Work instructions -
Below are some entries; state how many of their lines contain the word "filter", with nothing else in the reply.

----- Records

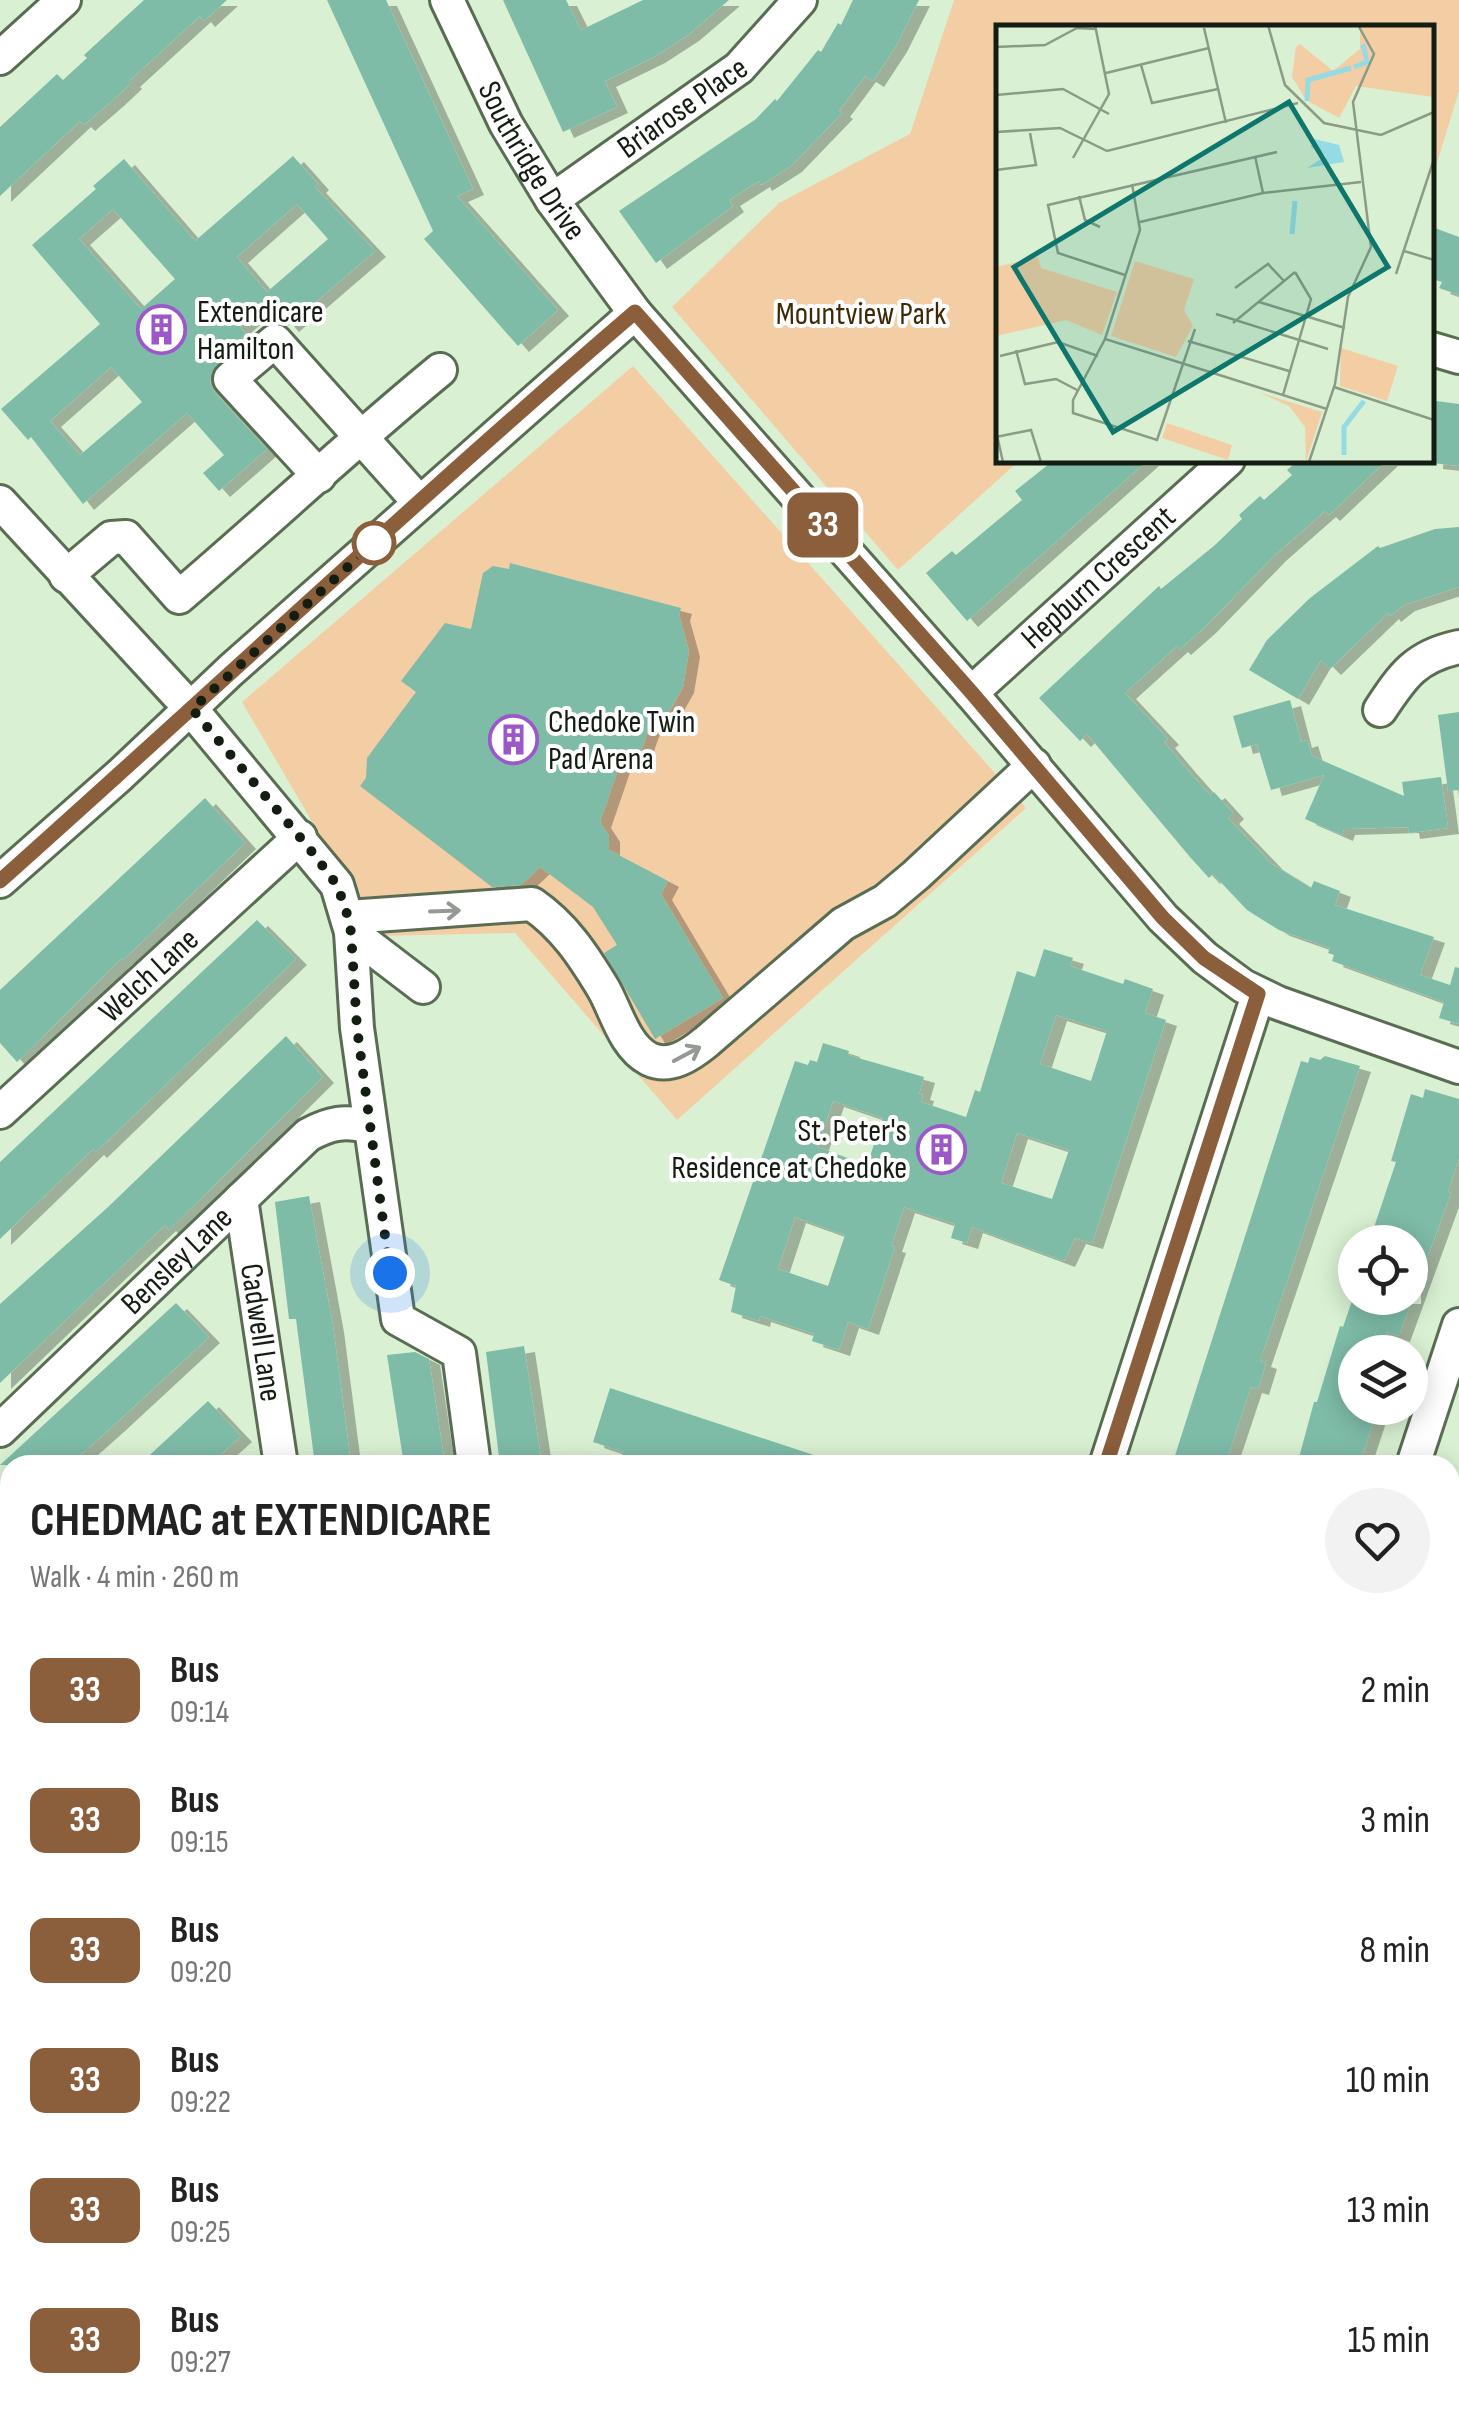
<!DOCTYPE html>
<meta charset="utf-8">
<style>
body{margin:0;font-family:"Sofia Sans Condensed",sans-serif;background:#f2f2f2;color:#222;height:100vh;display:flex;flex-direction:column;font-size:38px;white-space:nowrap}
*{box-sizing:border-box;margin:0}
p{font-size:32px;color:#767676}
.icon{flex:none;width:55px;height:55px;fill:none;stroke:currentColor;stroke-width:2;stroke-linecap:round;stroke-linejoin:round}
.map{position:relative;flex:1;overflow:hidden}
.panel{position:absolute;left:0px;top:1455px;width:1460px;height:970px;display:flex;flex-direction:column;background:#fff;border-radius:30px 30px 0 0;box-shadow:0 5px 25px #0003}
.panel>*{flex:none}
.badge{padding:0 20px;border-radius:15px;font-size:35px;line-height:65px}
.tools{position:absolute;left:1338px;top:1225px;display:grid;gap:20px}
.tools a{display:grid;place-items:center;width:90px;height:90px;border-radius:50%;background:#fff;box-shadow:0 5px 25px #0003;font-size:50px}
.you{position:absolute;width:50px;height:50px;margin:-25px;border:8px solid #fff;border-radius:50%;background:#1a73e8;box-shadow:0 0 0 15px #1a73e833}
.map>.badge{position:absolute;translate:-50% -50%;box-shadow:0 0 0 5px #fff}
.round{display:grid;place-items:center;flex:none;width:105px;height:105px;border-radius:52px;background:#f2f2f2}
.overview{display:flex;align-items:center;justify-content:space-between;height:170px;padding:0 30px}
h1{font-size:48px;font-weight:700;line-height:75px}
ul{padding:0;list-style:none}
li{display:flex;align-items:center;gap:30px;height:130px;padding:0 30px}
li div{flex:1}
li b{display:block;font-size:38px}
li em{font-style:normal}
li .badge{min-width:110px;font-weight:700;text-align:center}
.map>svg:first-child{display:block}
.green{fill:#f3cea4}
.water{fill:#96dae4}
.building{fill:#7ebca8;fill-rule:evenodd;filter:url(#shadow)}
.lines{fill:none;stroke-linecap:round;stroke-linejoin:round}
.minor-casing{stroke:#596d52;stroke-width:38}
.minor{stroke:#fff;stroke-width:32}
.oneway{stroke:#959994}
.line-casing{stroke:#fff;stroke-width:22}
.line{stroke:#8b5e3c;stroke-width:15}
.walk{stroke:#141d12;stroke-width:10;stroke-dasharray:0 18}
.stop-dot{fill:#fff;stroke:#8b5e3c;stroke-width:5}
.labels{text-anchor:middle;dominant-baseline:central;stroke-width:8;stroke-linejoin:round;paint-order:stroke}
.street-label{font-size:32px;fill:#141d12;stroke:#fff}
.poi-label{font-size:32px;fill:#141d12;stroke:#fff;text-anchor:start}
.park-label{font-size:32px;fill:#412805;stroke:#fff}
.inset-river{fill:none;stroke:#96dae4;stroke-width:5}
.inset-road{fill:none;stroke:#8a9c85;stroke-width:2.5}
.view{fill:#0f766e;fill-opacity:0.15;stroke:#0f766e;stroke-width:5}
.inset-edge{fill:none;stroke:#141d12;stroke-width:5}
</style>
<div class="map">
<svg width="1459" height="2425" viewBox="0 0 1459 2425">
<defs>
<filter id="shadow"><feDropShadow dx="11" dy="6" stdDeviation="0" flood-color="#0004"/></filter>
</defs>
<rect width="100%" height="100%" fill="#d9f0d2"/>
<g class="green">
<polygon points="954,0 1459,0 1459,91 1432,179 1432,28 999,28 999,460 1020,460 898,570 672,307 779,203 910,134"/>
<polygon points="633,366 1026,808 677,1120 515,933 379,936 242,702"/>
</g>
<g class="water">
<polygon points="901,2415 979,2415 974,2425 897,2425"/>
<polygon points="1041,2415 1116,2415 1117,2425 1029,2425"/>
</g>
<g class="building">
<polygon points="144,0 227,0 204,21 200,16 129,81 131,83 113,100 84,125 80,121 0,196 0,127 57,74 63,80 87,58 84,55"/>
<polygon points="327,0 386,0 473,189 457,196 558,310 518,346 424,239 433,231"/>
<polygon points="503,0 566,0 581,30 643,0 729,0 688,35 654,57 605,81 617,107 563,132"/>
<polygon points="853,0 919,0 896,46 873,81 865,76 839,111 842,113 791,166 761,185 759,181 729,200 733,206 656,263 619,211 756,119 775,99 777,101 818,50 821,52 838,23 841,25"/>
<path d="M293,156L318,184L315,187L375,251L288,326L268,303L240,327L248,337L212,372L210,382L215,393L267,449L219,491L203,473L224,455L187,413L83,504L31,437L28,440L1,409L100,324L32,245L96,189L93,186L124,159L195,241ZM297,204L328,239L267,292L237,257ZM113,209L175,279L141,309L79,239ZM111,367L142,402L80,455L50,421Z"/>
<polygon points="1432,227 1459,237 1459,295 1439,288 1442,282 1432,279"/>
<polygon points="1436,401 1459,404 1459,466 1432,463"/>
<polygon points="1054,460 1148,460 967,621 926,573 952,551 956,555 1022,500 1015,491"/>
<polygon points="1299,460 1387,460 1329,515 1325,511 1275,555 1205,627 1180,649 1177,646 1125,693 1168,739 1164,742 1185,767 1210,795 1214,792 1233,813 1228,818 1272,864 1311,888 1314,881 1340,891 1335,905 1434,937 1420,975 1450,985 1455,967 1459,968 1459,1024 1439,1018 1444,1002 1332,961 1334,955 1328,953 1330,948 1279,930 1247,910 1213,874 1209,878 1190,857 1087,734 1080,741 1039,698 1159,586 1161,589 1215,545 1242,519 1239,515 1260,496 1264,500 1292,475 1287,470"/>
<polygon points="1459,527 1459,587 1404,605 1390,616 1388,613 1330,669 1321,660 1298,699 1249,670 1267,640 1310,598 1378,546 1380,548 1435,529"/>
<polygon points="510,563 681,608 679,615 689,651 683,687 669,712 648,731 640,754 625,749 600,822 609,836 609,850 668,881 661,894 723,998 655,1039 604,953 617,945 593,907 540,867 521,885 492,887 360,786 366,778 367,758 416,692 401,681 445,623 471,629 483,573 493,566 509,569"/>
<polygon points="1290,700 1301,742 1307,740 1312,756 1404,796 1402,782 1441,777 1448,828 1409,833 1408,827 1344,829 1342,835 1305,819 1324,775 1271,790 1257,744 1242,748 1233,716"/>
<polygon points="1459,712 1459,790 1448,791 1438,715"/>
<polygon points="205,798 245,843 123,960 122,958 17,1062 0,1043 0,990"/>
<polygon points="257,920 296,959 96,1152 93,1149 0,1239 0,1162"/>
<path d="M1044,949L1073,958L1070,966L1123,984L1125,979L1153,989L1145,1013L1166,1020L1092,1243L1075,1238L1064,1261L972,1227L967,1243L951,1238L955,1224L904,1207L891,1246L895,1247L868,1329L848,1322L839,1350L812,1341L814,1334L760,1316L759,1321L731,1312L736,1286L719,1280L795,1061L808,1065L810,1060L817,1062L823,1043L849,1051L848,1055L924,1077L919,1094L923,1095L921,1102L966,1117L975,1090L980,1092L1017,971L1035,977ZM1056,1015L1107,1031L1091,1081L1040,1064ZM833,1101L883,1118L867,1165L817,1147ZM1017,1133L1069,1150L1052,1199L1001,1183ZM795,1217L845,1235L828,1286L778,1269Z"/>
<polygon points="286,1036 323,1077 169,1230 165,1225 0,1383 0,1304 107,1208"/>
<polygon points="1325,1056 1360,1066 1260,1361 1266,1363 1258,1389 1251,1387 1225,1465 1172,1465 1301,1061 1308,1063 1310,1057 1320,1060"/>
<polygon points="1425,1089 1459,1099 1459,1158 1448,1192 1451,1193 1399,1336 1387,1332 1380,1352 1355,1352 1355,1408 1378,1408 1359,1465 1297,1465 1314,1402 1317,1402 1340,1326 1343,1327 1353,1298 1410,1298 1410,1242 1369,1242 1396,1162 1391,1161 1411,1094 1423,1098"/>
<polygon points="309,1196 333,1326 351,1465 315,1465 296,1319 289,1319 275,1202"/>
<polygon points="176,1303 209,1337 113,1426 69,1465 0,1465"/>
<polygon points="524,1346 542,1465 500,1465 486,1352"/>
<polygon points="415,1352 429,1359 445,1465 404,1465 387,1355"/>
<polygon points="610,1388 832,1461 831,1465 653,1465 622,1455 623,1452 593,1442"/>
<polygon points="208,1401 241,1436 209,1465 139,1465"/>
</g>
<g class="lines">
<defs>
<g id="minor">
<path id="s1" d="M447,0L506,124L552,200L635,313"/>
<polyline points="0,58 64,0"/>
<path id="s2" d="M552,200L739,68L800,0"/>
<polyline points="1432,349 1459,357"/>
<polyline points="319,476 230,379 275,341 419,502"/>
<polyline points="0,502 191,709 337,885 351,932 357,1028 398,1319 459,1353 474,1465"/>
<path d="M66,576L111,538L126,537L179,597C267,522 351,443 440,370"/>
<path id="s3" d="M971,693L1228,460"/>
<path d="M1380,710C1403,675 1416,656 1459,647"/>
<polyline points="0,881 120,775 231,670 635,313 971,693 1163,918 1205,958 1243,986 1278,1003 1459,1067"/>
<path d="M348,917L532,904C564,926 583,955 603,988C616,1010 624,1046 649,1059C670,1069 690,1055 706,1042L843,924L885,901L916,875L1034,765"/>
<polyline points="351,932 423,987"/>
<path id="s4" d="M0,1112L300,837"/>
<path id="s5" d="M241,1199L281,1465"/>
<path id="s6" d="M0,1430L308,1135C330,1123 345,1120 370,1127"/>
<polyline points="1106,1465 1258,995"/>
<polyline points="1413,1465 1459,1325"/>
<polyline points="0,1699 10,1709"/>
<polyline points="0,2100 10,2117"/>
<polyline points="1450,2268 1459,2241"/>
<polyline points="0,2294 10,2297"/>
<polyline points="230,2415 249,2425"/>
<polyline points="426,2425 428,2415"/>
<polyline points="732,2425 736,2415"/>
<polyline points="1404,2425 1405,2415"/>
</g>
</defs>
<use href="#minor" class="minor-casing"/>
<use href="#minor" class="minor"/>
</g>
<defs><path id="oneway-shaft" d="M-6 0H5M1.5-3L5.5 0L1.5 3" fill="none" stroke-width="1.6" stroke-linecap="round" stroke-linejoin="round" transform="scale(2.5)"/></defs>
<g class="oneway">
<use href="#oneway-shaft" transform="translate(445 911) rotate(-2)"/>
<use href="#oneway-shaft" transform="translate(687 1054) rotate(-28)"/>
</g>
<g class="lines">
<defs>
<path id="line" d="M0,881C212,692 419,497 635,312L972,693L1163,918L1204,958L1258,994L1106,1465"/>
</defs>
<use href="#line" class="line-casing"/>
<use href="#line" class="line"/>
<polyline class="walk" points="374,543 192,709 309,848 337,885 346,910 351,932 357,1028 390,1273"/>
</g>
<defs>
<symbol id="building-ring" viewBox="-11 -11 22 22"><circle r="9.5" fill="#fff" stroke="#9c57cb" stroke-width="1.5"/><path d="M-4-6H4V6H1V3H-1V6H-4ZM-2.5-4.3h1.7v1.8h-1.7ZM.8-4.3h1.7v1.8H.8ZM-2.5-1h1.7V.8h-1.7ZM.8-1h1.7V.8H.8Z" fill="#9c57cb"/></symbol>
</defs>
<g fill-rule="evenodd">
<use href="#building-ring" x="134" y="302" width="55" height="55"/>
<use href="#building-ring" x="486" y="712" width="55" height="55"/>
<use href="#building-ring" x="914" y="1122" width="55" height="55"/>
</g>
<circle class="stop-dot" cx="374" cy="543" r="20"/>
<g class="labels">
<g class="street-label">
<text stroke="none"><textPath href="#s2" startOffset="160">Briarose Place</textPath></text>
<text stroke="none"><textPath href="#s1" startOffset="182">Southridge Drive</textPath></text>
<text stroke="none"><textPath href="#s3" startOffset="172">Hepburn Crescent</textPath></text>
<text stroke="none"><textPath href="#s4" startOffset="202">Welch Lane</textPath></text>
<text stroke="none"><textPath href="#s6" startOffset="245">Bensley Lane</textPath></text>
<text stroke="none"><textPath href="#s5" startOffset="135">Cadwell Lane</textPath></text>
</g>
<g class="poi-label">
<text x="197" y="312">Extendicare<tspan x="197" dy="37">Hamilton</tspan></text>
<text x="548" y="722">Chedoke Twin<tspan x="548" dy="37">Pad Arena</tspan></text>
<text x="907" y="1131" text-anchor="end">St. Peter's<tspan x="907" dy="37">Residence at Chedoke</tspan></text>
</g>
<g class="park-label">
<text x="861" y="314">Mountview Park</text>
</g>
</g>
<g transform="translate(996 25)">
<rect width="438" height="438" fill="#d9f0d2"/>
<path d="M364,0H437V72L360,61L343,93L310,75L296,52L300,22L304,19L337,46L364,24ZM42,232L45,243L121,267L106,310L70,295L0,311V242ZM139,236L198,254L188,285L197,301L180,332L115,311ZM345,323L402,341L391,376L344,361ZM262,367L326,387L310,437L309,402L293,381ZM171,398L236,420L232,435L166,413Z" fill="#f3cea4"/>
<path d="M318,114L343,120L348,137L311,143L330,131L315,122Z" fill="#96dae4"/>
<path class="inset-river" d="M358,42L371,37L367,19M311,76L312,55L355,43M296,209L299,176M348,430V402L368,376"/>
<path class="inset-road" d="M272,0L289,60L328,98L385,110L438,87M208,3L230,98M0,22L49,20L81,3L100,4M145,40L156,78L222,64M110,48L213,23M0,70L67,64L113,89M0,107L64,103L111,126L302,78M259,131L267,168M77,133L113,69L99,0M0,145L40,140L34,108M136,159L144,205L109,314L331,384M83,171L89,195L104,202M144,197L267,168L365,157M408,226L438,235M400,249L438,134M129,250L62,228L52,180L281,127M239,263L272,239L288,256M263,277L349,303M220,289L332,324M237,298L299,247M109,314L77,375V388L161,415L199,304M192,316L293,346M20,325L29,359L60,354L81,365M4,331L62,317L102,331M338,362L438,395M287,370L315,274L299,247M0,406L7,437M0,412L35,405L45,437M313,437L339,359L352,272L375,222L357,77L378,29L362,0"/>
<path class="view" d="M293,77L392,242L117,407L18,242Z"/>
<rect width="438" height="438" class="inset-edge"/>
</g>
</svg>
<div class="tools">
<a><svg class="icon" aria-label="locate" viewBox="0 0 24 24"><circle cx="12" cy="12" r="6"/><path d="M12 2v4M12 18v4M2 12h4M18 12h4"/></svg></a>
<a><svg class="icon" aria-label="layers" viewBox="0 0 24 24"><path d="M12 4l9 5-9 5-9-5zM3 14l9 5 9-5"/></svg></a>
</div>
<div class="you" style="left:390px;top:1273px"></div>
<b class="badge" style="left:823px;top:525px;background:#8b5e3c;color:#fff">33</b>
<section class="panel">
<div class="overview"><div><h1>CHEDMAC at EXTENDICARE</h1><p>Walk · 4 min · 260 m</p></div><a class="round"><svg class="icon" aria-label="heart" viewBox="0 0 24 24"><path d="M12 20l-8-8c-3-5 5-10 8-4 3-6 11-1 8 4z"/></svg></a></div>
<ul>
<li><span class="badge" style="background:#8b5e3c;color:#fff">33</span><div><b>Bus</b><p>09:14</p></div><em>2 min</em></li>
<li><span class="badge" style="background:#8b5e3c;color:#fff">33</span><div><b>Bus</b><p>09:15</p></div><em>3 min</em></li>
<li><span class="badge" style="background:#8b5e3c;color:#fff">33</span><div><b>Bus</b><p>09:20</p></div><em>8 min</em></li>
<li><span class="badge" style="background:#8b5e3c;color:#fff">33</span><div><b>Bus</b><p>09:22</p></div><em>10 min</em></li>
<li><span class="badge" style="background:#8b5e3c;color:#fff">33</span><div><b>Bus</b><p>09:25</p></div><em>13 min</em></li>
<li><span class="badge" style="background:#8b5e3c;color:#fff">33</span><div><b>Bus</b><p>09:27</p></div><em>15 min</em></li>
</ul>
</section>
</div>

----------

Your response -
2